• Records for the task
========
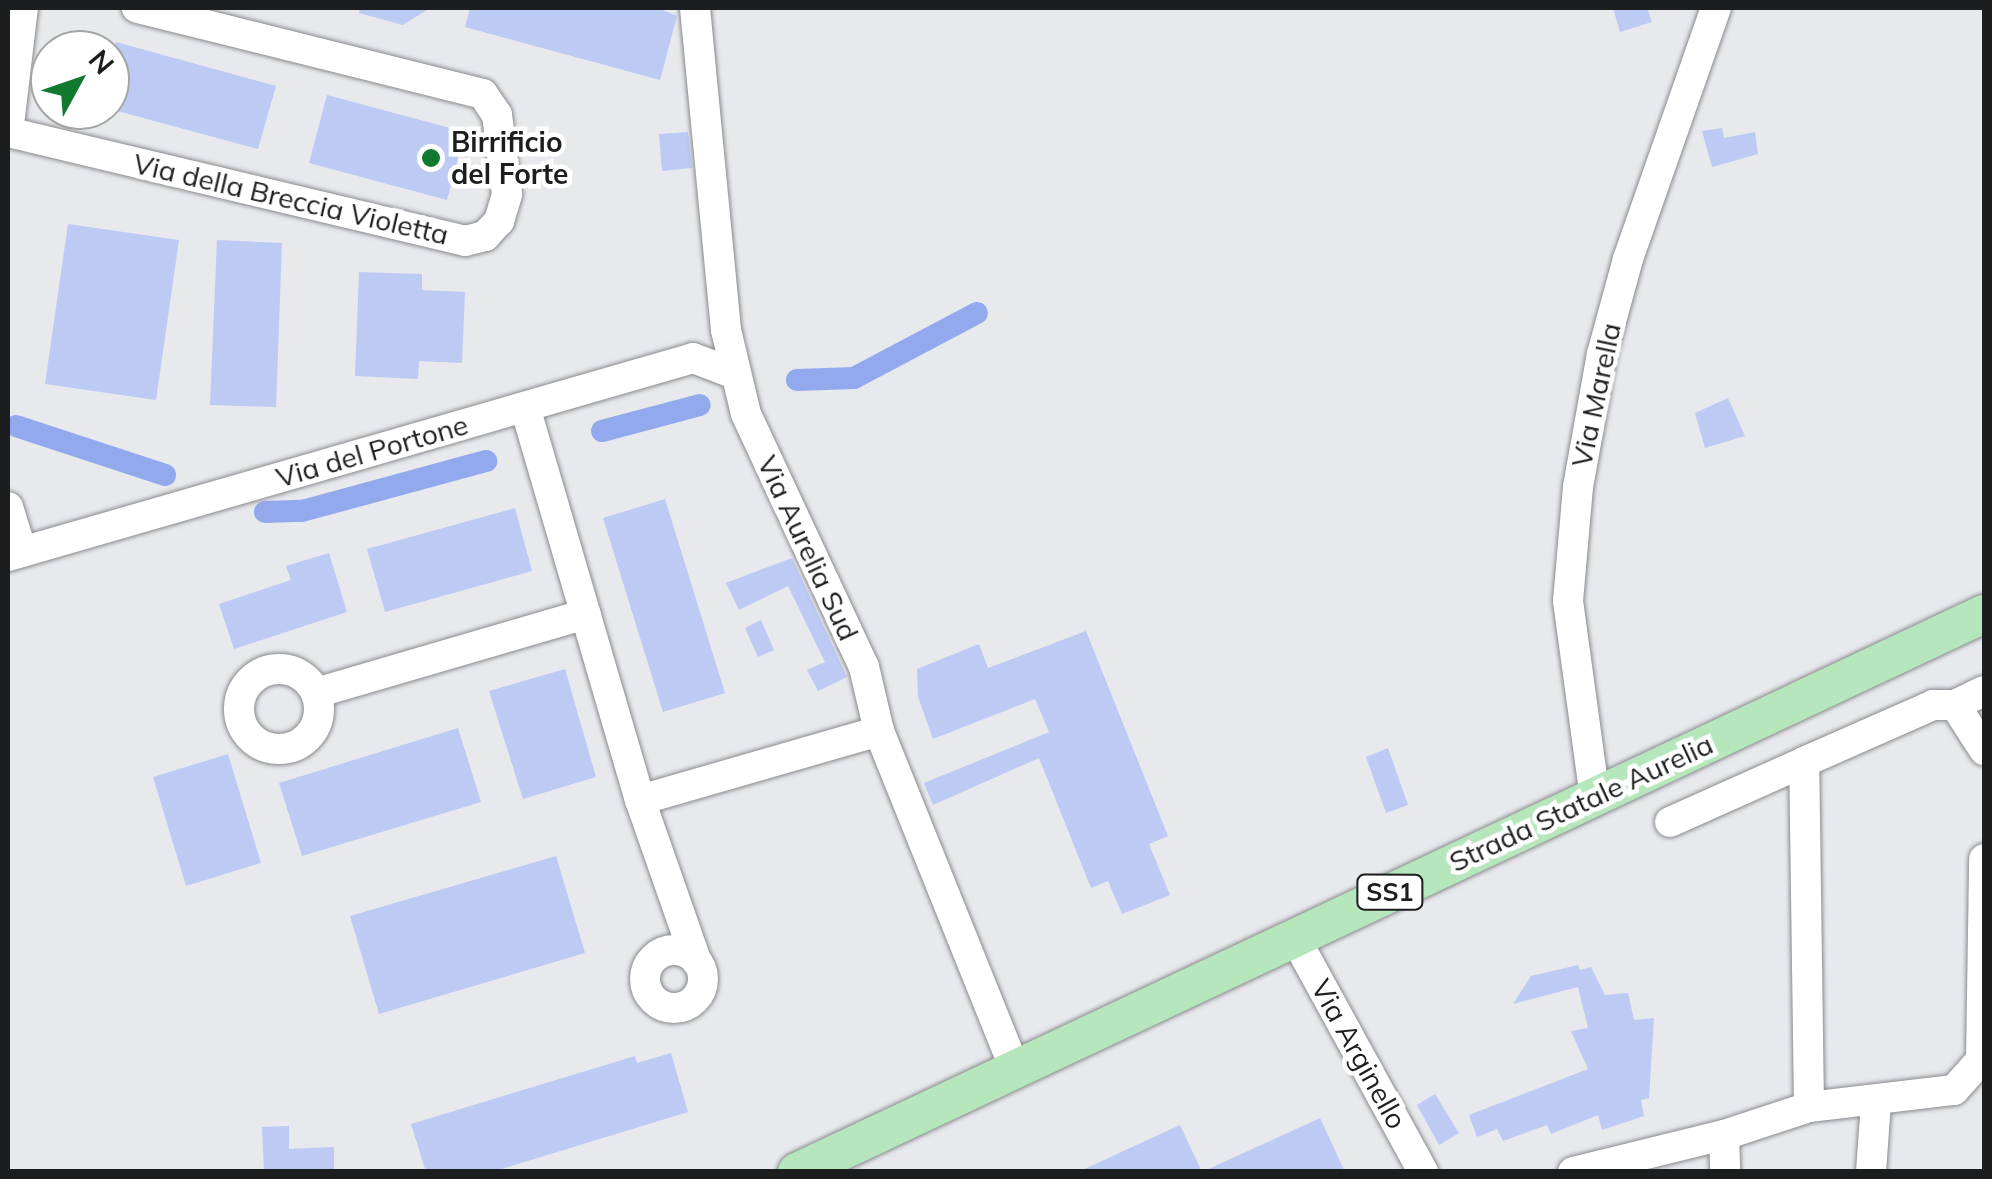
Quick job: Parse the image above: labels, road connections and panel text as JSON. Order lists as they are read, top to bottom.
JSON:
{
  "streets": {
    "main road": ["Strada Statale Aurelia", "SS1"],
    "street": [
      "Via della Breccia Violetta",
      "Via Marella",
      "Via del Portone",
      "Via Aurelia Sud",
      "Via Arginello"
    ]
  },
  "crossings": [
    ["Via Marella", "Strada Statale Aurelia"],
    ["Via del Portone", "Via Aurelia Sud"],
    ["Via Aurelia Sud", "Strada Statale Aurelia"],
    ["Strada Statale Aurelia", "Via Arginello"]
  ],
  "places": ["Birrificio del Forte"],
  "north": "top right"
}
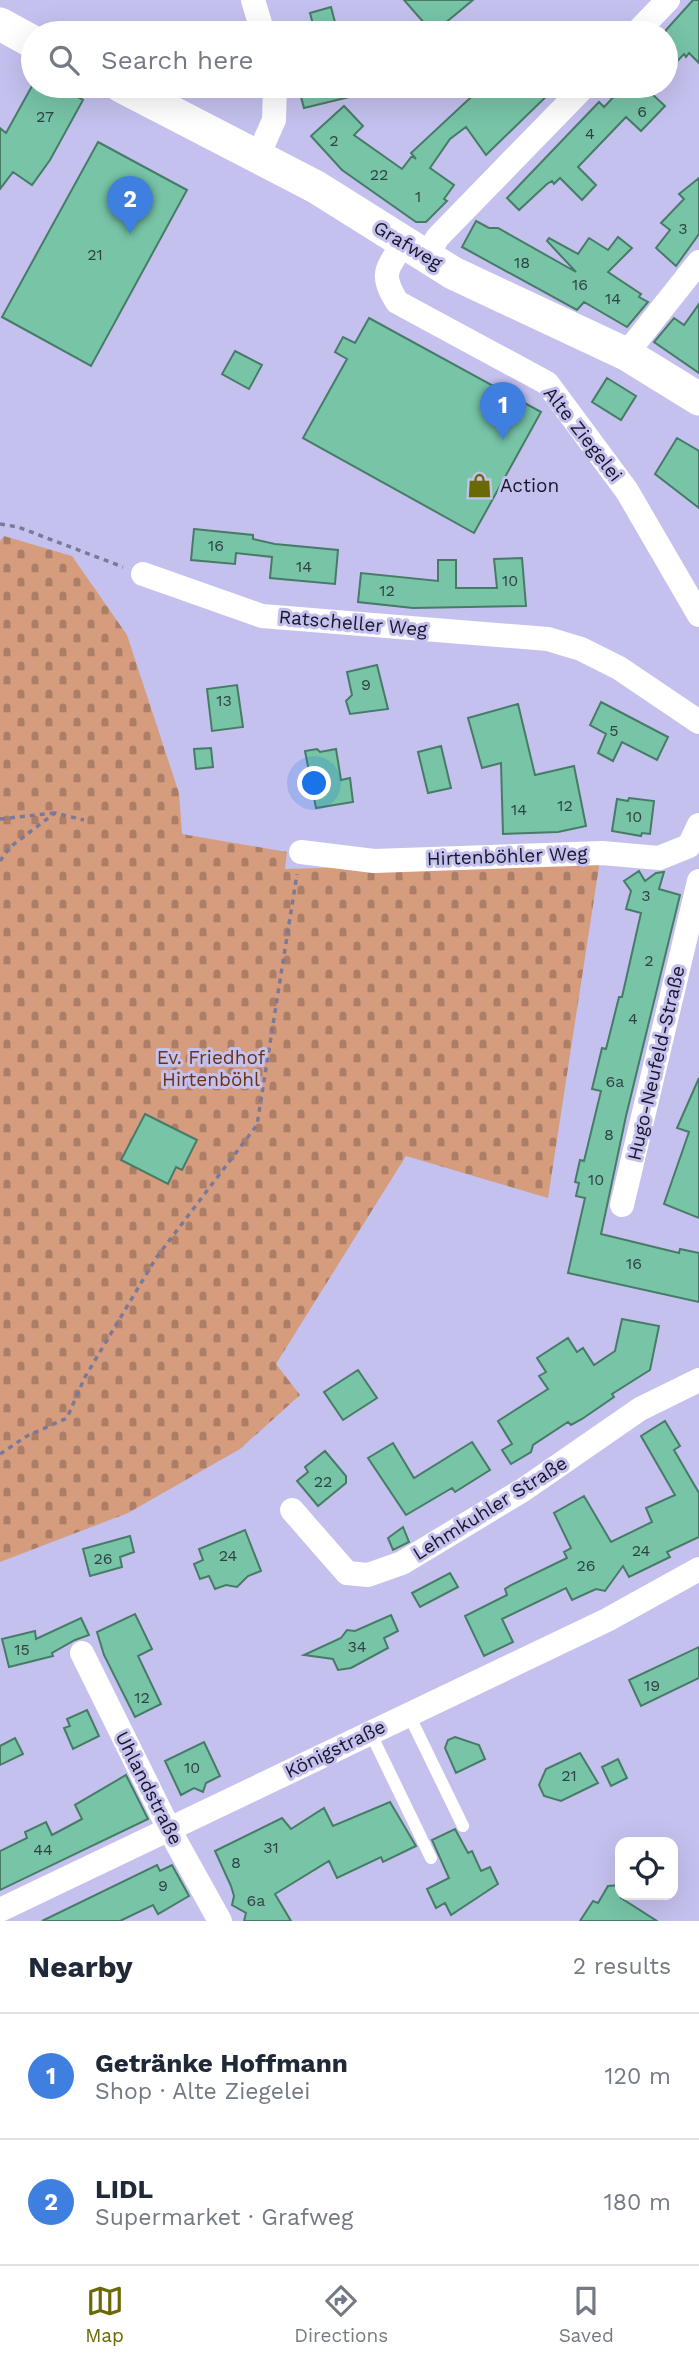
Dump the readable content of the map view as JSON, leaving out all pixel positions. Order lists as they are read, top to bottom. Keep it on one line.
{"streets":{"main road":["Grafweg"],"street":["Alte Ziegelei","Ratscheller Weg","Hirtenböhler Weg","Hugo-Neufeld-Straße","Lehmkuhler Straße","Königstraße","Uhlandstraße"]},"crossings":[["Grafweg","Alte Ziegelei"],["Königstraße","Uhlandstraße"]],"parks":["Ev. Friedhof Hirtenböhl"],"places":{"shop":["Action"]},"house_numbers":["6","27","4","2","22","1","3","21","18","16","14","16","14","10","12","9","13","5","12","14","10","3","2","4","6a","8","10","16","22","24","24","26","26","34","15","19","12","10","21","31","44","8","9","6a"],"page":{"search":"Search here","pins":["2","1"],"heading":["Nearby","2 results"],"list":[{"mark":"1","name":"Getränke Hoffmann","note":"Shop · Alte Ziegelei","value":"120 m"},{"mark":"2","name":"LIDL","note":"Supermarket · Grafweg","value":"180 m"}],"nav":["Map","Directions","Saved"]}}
========
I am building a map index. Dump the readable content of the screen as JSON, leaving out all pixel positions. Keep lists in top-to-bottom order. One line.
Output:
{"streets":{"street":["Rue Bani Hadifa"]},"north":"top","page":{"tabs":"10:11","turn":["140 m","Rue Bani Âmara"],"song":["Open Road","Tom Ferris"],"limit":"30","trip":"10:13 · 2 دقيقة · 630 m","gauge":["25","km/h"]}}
========
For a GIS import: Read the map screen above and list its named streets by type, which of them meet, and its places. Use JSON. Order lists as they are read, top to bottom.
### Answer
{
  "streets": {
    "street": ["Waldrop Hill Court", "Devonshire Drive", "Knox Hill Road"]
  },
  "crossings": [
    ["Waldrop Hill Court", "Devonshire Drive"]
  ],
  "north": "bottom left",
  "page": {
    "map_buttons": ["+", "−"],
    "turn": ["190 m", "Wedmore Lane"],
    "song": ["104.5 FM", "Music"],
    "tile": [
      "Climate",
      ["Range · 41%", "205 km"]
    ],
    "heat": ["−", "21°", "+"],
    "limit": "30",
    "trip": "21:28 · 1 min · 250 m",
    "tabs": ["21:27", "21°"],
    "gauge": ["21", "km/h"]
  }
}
========
• Activity
Pull every line that holds the string "above" out of the records.

• Answer
Quick job: Parse the image above: labels, road connections and panel text as JSON. Order lists as they are read, top to bottom.
For a GIS import: Read the map screen above and list its named streets by type, which of them meet, and its places. Use JSON. Order lists as they are read, top to bottom.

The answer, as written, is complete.